**Input records**
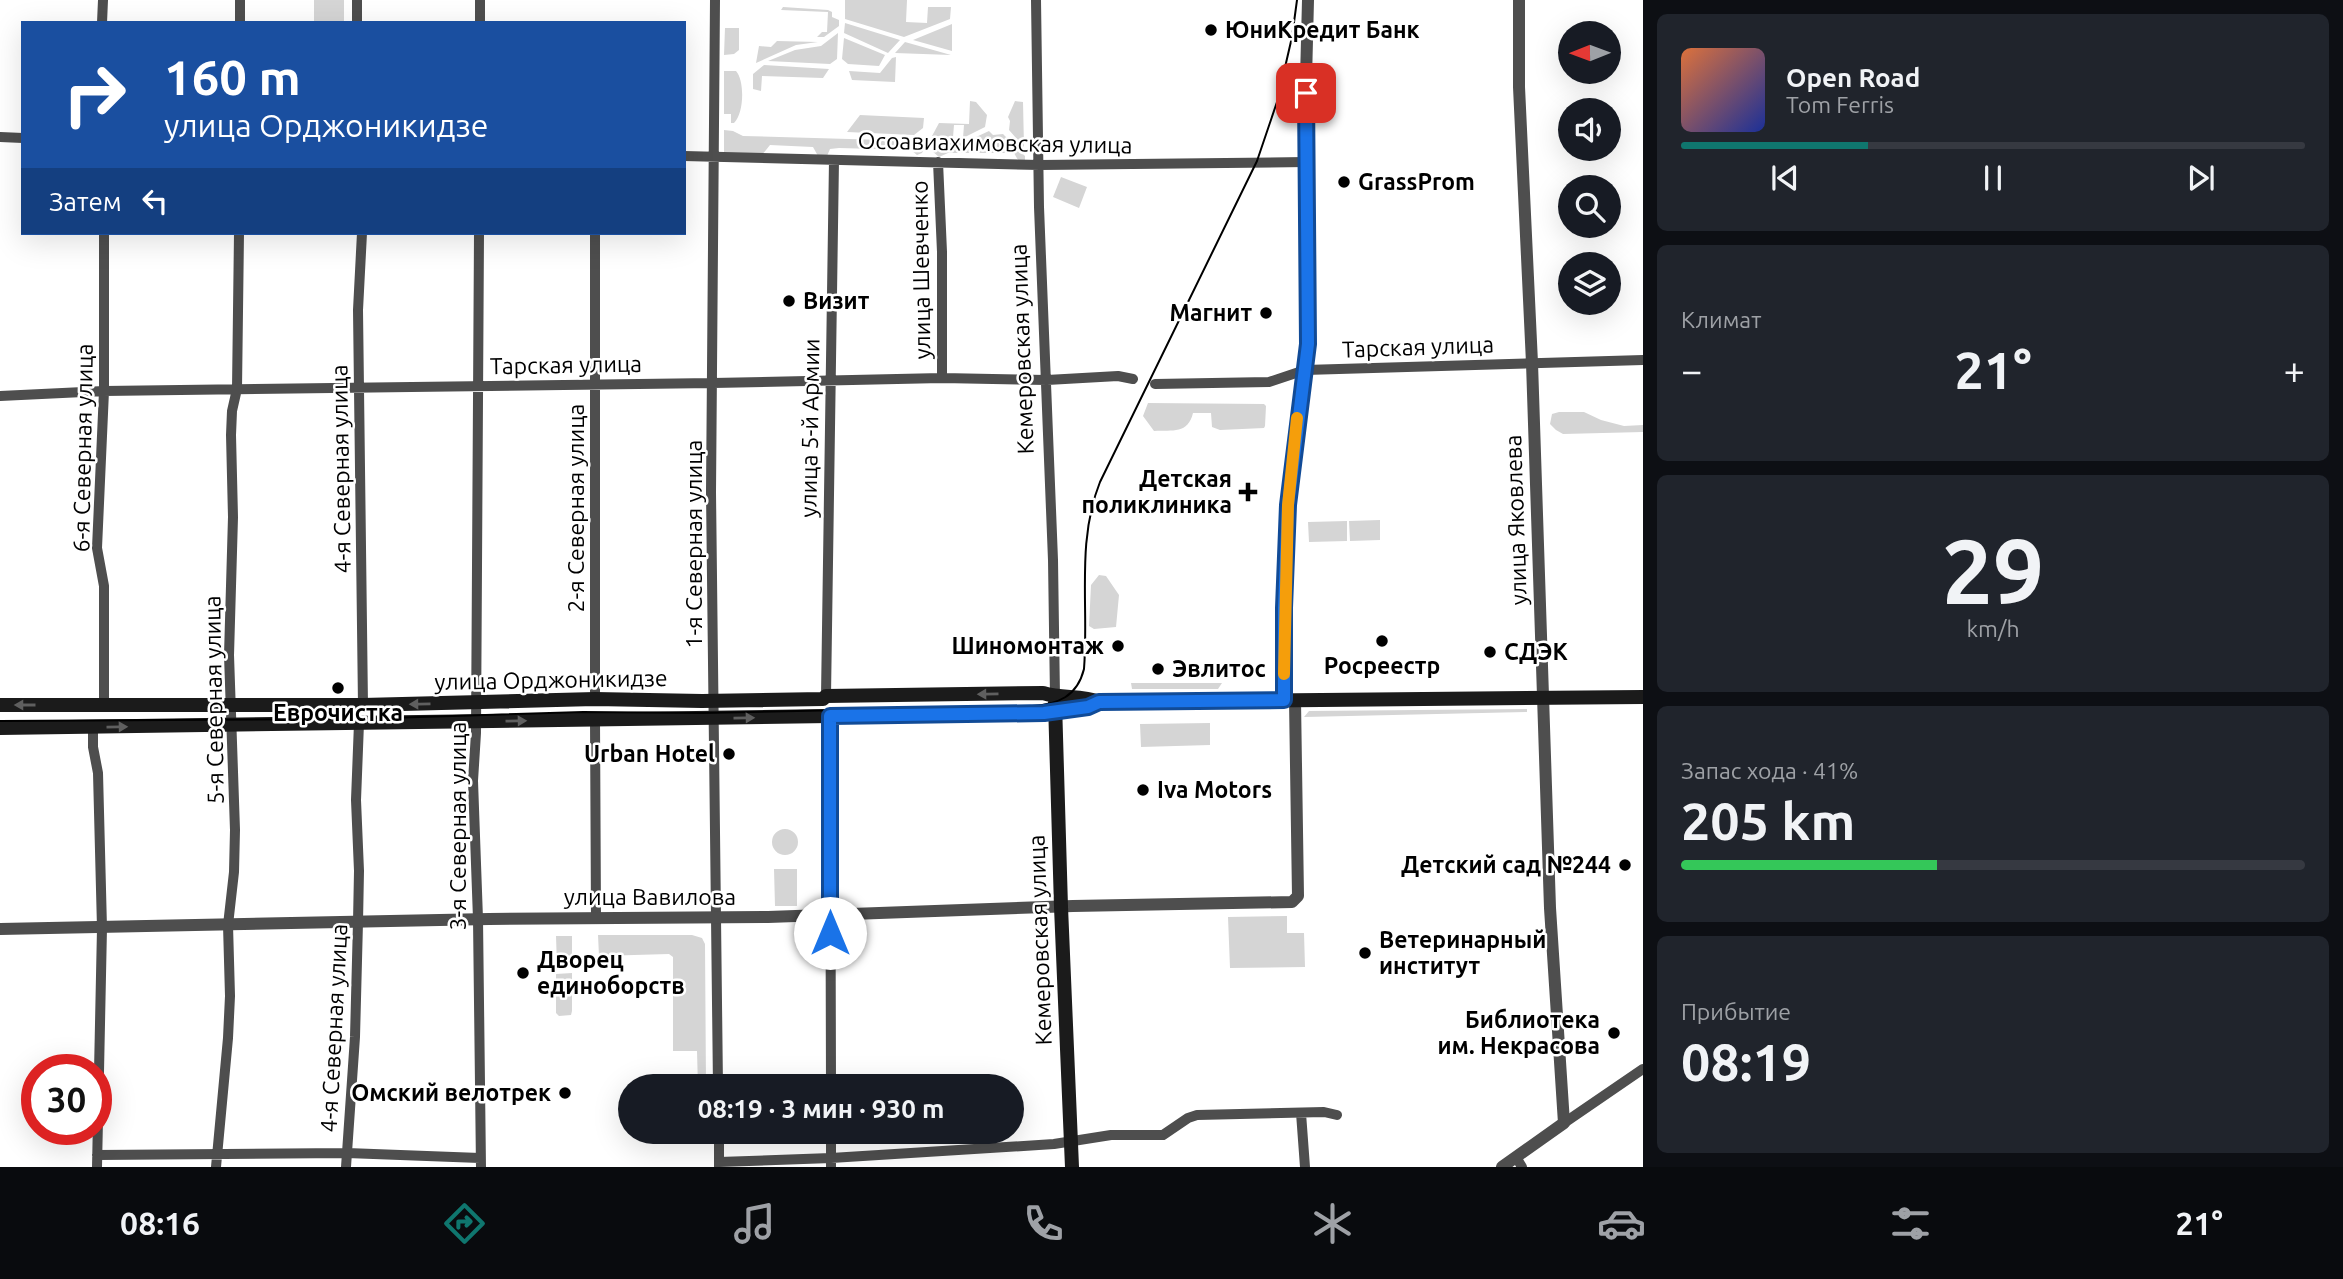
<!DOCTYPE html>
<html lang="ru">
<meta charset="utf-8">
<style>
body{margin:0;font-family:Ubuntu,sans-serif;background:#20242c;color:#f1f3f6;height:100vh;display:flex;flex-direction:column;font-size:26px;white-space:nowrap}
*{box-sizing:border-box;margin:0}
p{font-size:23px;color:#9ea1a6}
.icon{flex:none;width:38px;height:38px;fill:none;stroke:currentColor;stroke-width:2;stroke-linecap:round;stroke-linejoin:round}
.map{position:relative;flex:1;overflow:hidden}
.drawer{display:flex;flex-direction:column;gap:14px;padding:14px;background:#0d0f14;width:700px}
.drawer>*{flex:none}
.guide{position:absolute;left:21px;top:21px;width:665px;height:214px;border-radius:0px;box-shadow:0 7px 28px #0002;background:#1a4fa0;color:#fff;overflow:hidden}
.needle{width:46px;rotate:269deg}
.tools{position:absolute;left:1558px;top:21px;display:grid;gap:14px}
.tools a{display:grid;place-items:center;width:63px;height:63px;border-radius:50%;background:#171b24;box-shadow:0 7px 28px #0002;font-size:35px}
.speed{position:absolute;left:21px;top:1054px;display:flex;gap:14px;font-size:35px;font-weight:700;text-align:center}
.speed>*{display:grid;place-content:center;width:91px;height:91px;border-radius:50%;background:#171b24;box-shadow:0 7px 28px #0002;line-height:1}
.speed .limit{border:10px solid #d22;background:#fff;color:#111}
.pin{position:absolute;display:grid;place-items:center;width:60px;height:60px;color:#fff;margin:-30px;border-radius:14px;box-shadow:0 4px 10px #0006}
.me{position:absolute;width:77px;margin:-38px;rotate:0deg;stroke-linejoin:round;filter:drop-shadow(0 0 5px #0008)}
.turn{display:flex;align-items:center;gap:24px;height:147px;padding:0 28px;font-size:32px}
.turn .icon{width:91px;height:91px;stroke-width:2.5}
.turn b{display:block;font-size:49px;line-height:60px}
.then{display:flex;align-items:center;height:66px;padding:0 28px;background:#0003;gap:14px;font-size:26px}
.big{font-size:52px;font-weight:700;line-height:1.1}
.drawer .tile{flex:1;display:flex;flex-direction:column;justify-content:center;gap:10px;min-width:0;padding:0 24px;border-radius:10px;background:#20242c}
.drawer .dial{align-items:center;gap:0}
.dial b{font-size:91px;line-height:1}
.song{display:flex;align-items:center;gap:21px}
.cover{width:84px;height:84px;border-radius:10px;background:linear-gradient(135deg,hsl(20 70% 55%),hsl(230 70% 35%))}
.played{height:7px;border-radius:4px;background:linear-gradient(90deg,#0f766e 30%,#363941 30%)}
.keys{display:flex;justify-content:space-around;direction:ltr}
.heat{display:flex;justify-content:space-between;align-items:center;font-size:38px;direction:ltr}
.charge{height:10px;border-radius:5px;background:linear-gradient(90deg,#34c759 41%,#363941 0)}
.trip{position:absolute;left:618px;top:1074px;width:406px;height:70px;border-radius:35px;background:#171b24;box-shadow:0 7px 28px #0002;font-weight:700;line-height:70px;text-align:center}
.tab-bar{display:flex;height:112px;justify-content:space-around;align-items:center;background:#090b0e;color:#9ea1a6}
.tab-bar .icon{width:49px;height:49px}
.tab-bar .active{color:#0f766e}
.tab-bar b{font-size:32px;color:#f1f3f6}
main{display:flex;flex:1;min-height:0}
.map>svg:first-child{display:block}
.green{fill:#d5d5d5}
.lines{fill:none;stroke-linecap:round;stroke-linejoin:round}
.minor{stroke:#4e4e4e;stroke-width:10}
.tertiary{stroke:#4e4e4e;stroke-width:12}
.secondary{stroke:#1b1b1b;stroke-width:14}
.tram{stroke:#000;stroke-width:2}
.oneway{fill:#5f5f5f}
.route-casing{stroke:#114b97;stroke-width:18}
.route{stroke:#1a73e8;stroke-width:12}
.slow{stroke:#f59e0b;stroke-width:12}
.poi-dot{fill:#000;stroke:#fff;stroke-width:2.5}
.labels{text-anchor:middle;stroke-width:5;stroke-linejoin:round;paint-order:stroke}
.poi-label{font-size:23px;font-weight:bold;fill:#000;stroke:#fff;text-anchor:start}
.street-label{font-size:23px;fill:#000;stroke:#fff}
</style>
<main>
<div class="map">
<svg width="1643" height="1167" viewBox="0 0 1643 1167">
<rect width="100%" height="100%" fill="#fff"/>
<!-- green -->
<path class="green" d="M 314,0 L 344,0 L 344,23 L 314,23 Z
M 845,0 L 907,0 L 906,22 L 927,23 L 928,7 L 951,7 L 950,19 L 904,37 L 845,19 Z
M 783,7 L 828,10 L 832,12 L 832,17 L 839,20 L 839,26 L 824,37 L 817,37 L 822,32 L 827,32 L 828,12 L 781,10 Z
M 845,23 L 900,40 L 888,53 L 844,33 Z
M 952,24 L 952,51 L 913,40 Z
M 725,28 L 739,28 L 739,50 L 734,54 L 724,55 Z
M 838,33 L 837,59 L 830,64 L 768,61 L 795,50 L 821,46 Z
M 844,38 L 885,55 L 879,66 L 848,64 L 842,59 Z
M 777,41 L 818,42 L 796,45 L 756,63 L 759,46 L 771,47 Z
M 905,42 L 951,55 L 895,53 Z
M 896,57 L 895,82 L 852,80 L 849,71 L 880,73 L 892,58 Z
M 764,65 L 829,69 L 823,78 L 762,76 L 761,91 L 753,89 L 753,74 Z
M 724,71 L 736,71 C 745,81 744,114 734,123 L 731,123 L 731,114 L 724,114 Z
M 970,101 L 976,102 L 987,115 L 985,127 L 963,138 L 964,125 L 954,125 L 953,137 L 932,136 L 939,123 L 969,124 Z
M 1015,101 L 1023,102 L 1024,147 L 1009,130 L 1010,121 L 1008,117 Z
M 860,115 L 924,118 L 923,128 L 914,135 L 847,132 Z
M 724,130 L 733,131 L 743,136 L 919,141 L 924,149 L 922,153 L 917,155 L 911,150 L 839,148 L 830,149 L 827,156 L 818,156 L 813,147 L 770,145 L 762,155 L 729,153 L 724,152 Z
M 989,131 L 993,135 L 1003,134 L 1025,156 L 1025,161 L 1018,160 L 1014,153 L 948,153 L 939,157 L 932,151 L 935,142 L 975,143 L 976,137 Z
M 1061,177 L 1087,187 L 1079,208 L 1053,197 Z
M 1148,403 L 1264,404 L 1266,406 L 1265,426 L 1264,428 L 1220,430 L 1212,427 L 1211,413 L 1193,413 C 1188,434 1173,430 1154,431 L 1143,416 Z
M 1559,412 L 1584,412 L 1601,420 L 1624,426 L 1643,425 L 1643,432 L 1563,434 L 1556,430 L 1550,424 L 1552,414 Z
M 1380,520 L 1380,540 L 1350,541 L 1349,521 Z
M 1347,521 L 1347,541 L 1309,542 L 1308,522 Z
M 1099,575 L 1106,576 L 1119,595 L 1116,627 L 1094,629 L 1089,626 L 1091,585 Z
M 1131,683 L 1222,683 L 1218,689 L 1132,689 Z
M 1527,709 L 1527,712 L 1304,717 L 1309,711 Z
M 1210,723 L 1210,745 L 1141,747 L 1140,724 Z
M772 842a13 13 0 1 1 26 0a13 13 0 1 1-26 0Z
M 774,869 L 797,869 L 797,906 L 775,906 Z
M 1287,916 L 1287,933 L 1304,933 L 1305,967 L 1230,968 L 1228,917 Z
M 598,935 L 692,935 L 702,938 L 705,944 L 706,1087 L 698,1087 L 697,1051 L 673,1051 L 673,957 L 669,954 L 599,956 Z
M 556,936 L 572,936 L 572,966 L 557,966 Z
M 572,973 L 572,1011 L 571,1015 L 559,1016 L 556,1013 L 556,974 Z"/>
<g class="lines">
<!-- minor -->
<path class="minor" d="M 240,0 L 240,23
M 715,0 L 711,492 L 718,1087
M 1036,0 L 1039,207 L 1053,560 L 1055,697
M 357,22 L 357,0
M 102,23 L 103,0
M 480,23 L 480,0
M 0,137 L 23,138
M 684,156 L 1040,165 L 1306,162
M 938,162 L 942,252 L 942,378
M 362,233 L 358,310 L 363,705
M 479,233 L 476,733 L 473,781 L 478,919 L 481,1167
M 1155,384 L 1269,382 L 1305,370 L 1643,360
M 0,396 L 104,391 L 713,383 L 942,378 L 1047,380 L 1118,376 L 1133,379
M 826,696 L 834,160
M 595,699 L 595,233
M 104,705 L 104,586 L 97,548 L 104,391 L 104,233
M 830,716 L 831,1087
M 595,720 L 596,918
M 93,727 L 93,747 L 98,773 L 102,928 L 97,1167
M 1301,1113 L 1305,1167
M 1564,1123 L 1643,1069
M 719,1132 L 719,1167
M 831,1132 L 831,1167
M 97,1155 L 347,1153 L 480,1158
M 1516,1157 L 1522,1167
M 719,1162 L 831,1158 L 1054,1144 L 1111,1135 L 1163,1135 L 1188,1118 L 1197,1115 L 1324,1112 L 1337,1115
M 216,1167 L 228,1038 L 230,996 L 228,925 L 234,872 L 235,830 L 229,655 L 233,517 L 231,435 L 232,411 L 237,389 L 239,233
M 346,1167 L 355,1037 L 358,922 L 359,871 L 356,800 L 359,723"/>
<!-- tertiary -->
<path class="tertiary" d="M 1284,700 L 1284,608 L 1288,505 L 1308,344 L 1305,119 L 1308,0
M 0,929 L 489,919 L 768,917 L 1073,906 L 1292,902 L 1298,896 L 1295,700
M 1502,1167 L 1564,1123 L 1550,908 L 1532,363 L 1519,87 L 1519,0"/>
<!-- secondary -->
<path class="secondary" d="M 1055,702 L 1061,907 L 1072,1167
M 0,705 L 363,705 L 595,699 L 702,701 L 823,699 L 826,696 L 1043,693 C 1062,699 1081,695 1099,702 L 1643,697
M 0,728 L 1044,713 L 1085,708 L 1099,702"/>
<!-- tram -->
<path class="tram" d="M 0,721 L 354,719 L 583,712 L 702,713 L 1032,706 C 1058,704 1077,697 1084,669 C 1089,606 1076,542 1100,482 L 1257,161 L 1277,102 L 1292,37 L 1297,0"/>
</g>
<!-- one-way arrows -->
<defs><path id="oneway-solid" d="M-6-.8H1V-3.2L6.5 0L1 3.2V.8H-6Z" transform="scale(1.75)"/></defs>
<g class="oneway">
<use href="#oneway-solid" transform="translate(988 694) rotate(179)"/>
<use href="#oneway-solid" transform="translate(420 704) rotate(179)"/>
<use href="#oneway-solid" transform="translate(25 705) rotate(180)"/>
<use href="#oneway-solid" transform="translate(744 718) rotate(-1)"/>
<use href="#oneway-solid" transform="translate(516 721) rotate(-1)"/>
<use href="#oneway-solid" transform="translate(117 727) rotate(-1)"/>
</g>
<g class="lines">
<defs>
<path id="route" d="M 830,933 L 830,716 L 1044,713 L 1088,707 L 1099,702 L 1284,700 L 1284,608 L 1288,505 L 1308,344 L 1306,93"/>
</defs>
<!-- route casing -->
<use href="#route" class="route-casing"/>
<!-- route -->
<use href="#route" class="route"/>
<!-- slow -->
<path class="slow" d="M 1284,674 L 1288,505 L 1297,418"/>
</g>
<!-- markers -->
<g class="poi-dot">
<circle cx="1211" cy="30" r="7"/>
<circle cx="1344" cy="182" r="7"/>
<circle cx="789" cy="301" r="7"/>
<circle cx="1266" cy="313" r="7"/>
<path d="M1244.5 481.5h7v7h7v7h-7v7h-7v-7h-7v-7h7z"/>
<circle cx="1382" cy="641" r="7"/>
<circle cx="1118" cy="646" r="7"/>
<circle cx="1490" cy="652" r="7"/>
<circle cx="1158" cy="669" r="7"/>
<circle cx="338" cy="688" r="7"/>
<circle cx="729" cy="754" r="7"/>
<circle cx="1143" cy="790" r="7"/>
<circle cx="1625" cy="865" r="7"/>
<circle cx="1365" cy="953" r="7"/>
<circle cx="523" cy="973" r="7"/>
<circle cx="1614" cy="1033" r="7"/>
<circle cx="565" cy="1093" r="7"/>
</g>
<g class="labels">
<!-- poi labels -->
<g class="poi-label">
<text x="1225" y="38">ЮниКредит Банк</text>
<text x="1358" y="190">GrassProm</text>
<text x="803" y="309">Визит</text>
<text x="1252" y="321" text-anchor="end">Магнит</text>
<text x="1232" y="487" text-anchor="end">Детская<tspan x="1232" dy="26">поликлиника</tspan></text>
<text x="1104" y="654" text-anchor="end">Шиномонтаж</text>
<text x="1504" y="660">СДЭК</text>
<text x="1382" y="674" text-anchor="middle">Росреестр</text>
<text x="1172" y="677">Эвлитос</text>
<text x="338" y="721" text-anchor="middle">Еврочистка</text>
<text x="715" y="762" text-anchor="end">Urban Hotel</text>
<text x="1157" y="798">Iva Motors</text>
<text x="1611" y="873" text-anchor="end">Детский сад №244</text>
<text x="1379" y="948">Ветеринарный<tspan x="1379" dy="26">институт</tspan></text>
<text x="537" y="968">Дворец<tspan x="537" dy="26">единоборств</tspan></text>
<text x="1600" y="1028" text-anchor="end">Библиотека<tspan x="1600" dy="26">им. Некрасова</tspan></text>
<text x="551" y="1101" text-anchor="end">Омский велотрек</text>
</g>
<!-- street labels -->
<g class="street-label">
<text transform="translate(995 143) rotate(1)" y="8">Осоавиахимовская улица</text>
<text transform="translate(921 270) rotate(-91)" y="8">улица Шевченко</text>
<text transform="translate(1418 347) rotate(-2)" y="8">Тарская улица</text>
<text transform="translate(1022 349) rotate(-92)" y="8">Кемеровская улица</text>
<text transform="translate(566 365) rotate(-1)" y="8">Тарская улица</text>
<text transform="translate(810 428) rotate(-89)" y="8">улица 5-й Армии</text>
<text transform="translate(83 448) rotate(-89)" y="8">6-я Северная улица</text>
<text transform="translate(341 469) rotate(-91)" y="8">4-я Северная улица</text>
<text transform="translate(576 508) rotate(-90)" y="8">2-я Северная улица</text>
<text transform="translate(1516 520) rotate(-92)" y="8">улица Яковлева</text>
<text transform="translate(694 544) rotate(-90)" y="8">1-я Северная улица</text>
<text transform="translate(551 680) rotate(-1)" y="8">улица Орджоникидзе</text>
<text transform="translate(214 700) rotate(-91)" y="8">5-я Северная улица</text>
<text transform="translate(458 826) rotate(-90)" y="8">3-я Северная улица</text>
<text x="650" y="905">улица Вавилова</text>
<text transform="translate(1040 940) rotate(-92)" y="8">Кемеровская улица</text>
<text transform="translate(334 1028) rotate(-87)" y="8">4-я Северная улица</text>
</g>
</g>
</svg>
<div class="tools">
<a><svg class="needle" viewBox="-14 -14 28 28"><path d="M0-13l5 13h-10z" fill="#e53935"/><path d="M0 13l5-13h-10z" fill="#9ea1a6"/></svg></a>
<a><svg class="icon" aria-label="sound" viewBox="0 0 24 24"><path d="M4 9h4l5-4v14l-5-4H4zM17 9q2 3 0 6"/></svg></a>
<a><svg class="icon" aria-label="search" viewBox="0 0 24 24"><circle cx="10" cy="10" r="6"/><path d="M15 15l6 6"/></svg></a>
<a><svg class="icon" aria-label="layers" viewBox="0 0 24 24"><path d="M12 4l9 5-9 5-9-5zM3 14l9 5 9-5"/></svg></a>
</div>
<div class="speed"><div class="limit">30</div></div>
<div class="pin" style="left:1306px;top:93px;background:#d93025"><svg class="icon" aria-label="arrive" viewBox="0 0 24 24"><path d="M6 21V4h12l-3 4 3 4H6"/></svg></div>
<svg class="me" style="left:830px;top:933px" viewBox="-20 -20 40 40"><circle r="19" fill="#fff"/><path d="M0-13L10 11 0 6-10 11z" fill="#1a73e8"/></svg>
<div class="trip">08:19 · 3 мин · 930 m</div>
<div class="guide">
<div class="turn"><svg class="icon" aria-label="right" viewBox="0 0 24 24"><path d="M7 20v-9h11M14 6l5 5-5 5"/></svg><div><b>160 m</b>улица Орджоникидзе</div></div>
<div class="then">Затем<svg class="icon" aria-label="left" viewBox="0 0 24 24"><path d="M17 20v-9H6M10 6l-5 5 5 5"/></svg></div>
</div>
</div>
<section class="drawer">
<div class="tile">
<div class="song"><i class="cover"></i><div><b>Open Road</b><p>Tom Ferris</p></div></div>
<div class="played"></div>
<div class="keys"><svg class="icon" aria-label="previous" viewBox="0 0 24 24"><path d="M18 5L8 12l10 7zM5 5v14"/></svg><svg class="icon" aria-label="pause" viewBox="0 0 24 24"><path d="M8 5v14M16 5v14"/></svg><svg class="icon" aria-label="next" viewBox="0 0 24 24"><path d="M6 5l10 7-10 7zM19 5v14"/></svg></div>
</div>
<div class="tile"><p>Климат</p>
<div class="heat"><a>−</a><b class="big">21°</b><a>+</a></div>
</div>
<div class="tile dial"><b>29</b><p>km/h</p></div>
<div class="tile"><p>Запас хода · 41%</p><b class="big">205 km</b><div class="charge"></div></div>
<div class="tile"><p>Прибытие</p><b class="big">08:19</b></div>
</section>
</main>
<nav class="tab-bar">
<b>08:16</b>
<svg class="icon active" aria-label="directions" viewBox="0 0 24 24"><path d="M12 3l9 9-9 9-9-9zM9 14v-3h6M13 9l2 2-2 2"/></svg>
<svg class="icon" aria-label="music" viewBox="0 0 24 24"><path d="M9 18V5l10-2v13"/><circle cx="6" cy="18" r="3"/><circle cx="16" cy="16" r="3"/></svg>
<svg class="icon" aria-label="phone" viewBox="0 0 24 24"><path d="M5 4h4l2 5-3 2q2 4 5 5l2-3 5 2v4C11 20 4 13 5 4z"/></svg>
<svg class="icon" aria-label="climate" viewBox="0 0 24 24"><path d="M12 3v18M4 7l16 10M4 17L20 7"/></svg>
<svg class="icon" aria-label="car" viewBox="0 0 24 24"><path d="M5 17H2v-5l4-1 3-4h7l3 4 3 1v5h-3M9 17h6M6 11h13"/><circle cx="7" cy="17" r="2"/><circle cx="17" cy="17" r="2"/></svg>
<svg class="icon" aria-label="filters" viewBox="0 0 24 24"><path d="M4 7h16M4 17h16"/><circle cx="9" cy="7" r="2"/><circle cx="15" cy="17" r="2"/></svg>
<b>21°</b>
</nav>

**Task to complete**
State how many lines above contain the word "hidden", and nothing more.

**Response below**
2